▶ Work to be completed
Whenever the string "image" turns up in a line below, that line should be copied.

▶ Saved data entries
......
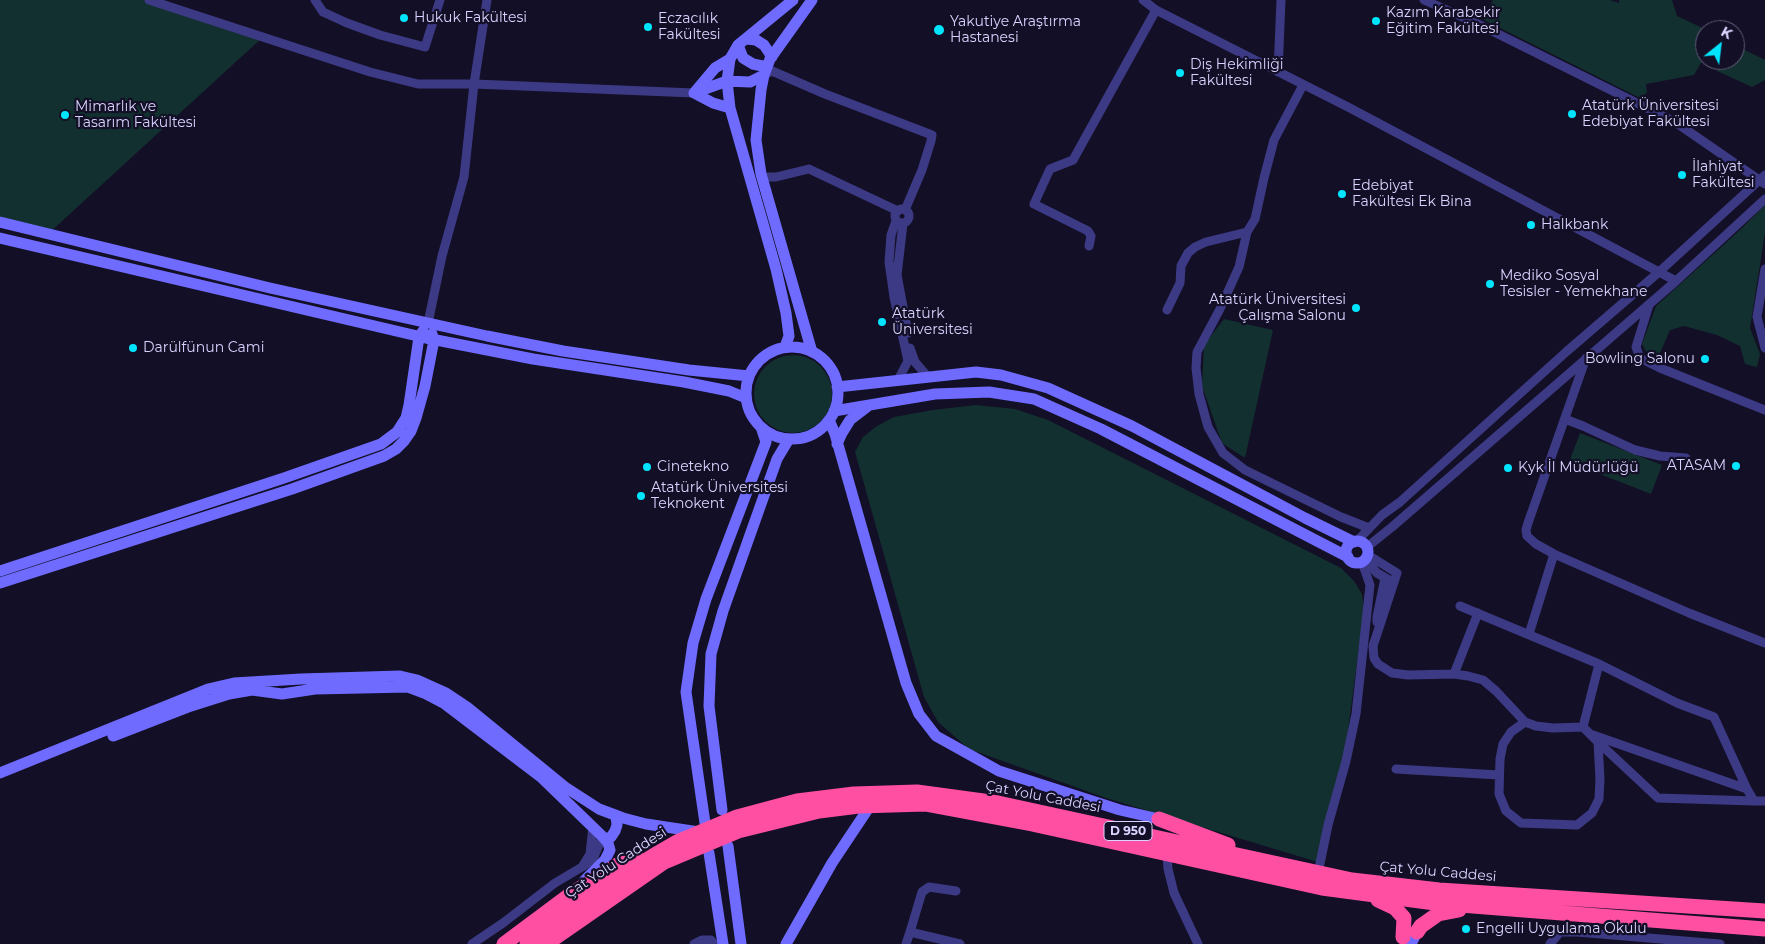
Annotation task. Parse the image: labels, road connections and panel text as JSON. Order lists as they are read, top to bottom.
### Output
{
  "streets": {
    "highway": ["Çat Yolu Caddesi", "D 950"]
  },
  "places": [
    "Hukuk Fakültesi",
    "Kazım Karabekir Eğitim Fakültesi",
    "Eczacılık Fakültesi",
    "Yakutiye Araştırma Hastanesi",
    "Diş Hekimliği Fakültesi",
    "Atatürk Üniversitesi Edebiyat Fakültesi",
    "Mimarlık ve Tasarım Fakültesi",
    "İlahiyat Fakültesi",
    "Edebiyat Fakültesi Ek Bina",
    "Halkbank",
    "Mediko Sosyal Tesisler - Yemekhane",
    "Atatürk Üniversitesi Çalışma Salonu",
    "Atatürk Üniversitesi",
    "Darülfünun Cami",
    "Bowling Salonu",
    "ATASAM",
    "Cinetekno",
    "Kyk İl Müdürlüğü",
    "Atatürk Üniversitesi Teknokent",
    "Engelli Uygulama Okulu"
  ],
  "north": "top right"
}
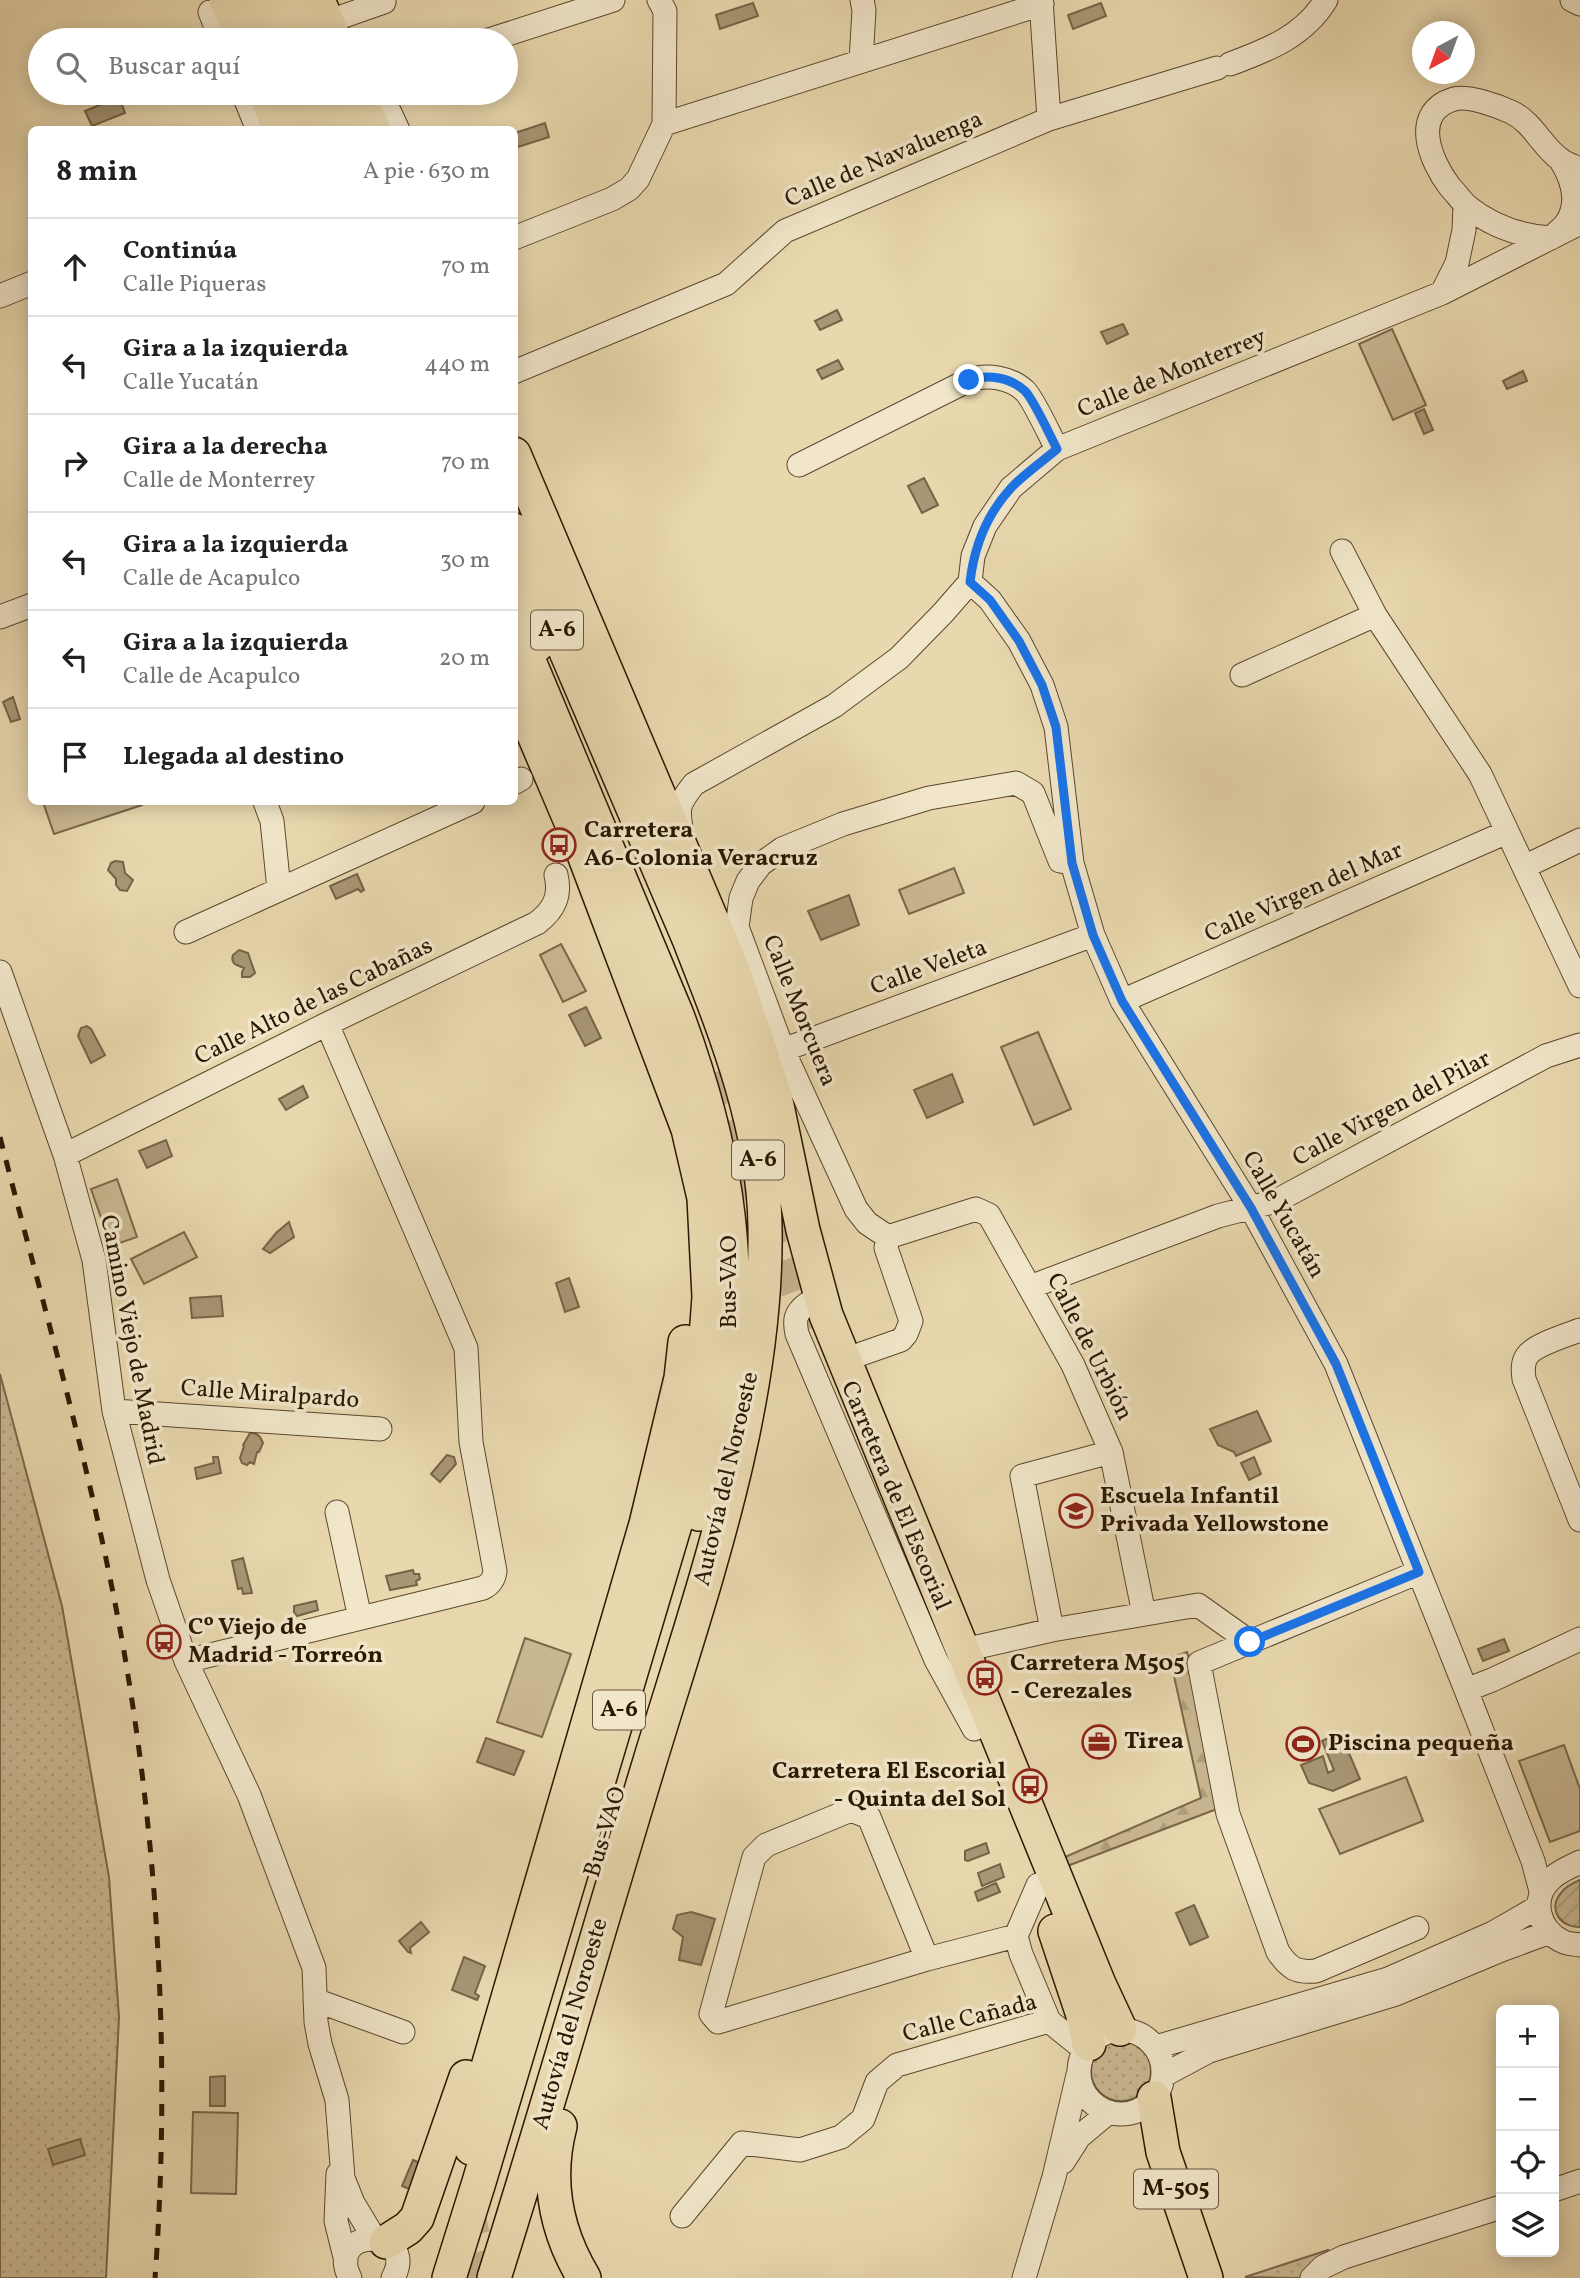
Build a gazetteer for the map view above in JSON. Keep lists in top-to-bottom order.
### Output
......
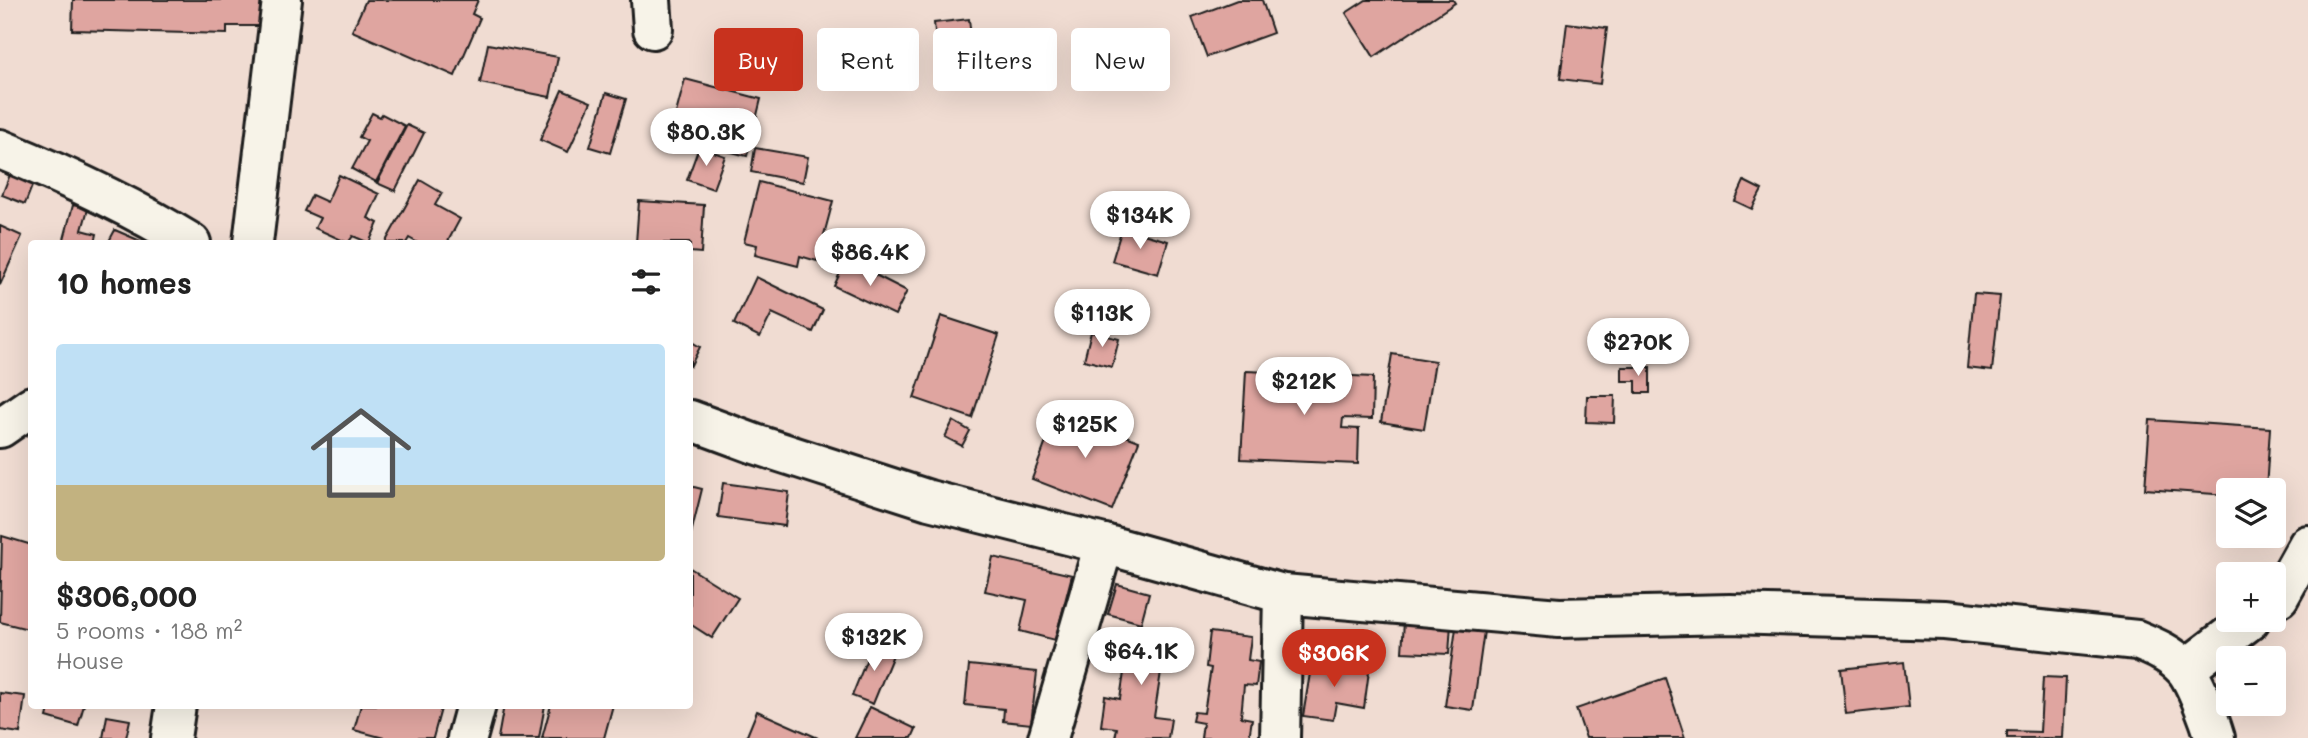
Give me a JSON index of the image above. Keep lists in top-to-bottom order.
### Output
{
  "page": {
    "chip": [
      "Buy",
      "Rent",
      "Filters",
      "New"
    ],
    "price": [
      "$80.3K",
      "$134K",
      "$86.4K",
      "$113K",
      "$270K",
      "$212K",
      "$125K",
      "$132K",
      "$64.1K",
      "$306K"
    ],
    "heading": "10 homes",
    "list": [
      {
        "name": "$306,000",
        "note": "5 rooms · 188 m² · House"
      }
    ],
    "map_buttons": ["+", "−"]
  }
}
......
▶ Output of the exercise
Annotation task. Parse the image: labels, road connections and panel text as JSON. Order lists as they are read, top to bottom.
Give me a JSON index of the image above. Keep lists in top-to-bottom order.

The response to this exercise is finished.